Employers and investors have long steered clear of Illinois due to the state’s precarious finances and mountains of regulatory red tape. Those job creators would continue to avoid Illinois, and companies currently in Illinois would have even more reasons to pick up and move elsewhere. It’s already underway. Illinois’ out-migration is currently at record levels – the Land of Lincoln loses more than 100,000 residents to other states each year, on net, leaving Illinois as the only state in the Midwest with a shrinking population.

Michael Madigan income tax hike

Madigan appears to believe the higher taxes that result in less economic growth will help raise the standard of living for Illinois’ middle class. And Madigan thinks that lower taxes, which lead to more economic growth, would reduce the wages and standard of living for Illinois’ middle class.

Madigan has it exactly backward.

After decades as speaker of the House of Representatives, Madigan himself described Illinois’ situation:

“Put it all together and Illinois is awash in debt.”

One could add “with terrible jobs growth, a declining standard of living, and a middle class that is fleeing the state” to get the full picture of the accumulated effects of decades of Madigan’s favored policies.

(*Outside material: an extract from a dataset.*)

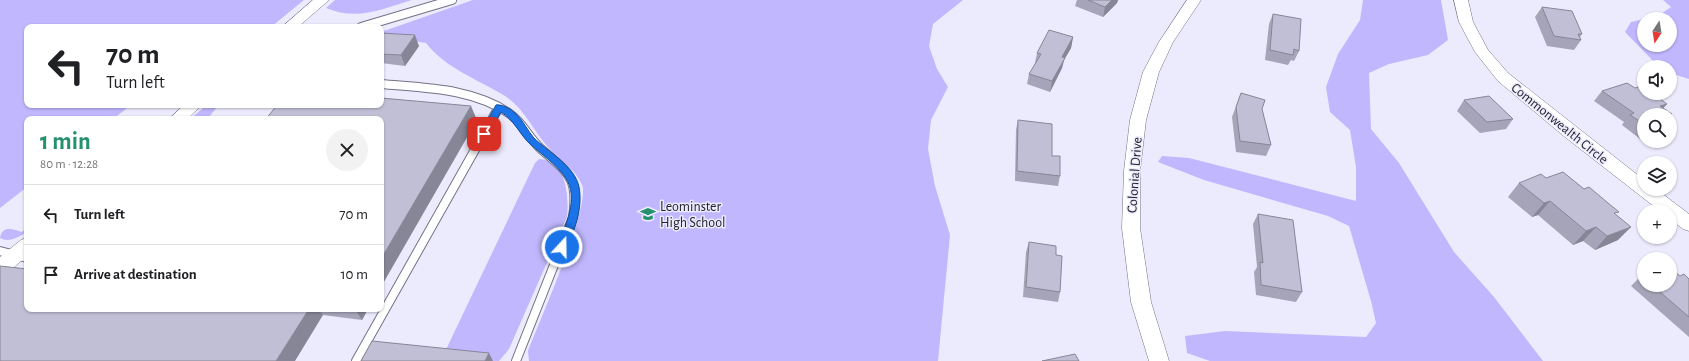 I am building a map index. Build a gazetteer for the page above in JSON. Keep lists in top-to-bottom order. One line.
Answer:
{"streets":{"street":["Commonwealth Circle","Colonial Drive"]},"places":{"school or university":["Leominster High School"]},"north":"bottom","page":{"map_buttons":["+","−"],"turn":["70 m","Turn left"],"heading":["1 min","80 m · 12:28"],"list":[{"name":"Turn left","value":"70 m"},{"name":"Arrive at destination","value":"10 m"}]}}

Illinois politicians should realize that every time they raise taxes, they are reducing the wages and standard of living of Illinoisans. The 2011 income-tax hike was a direct attack on Illinois’ middle class. Chicago’s massive property-tax hike and Cook County’s huge sales-tax hike inflict still more damage on the middle class in the most populous area of the state. A 2017 income-tax hike would be the same thing – more economic pain, less take-home pay, and a lower standard of living for all Illinoisans.

At a minimum, Illinoisans should be able to expect their political leaders to enact substantial reforms both to contain government spending and to encourage jobs growth so that residents can look forward to a better standard of living and a more prosperous future.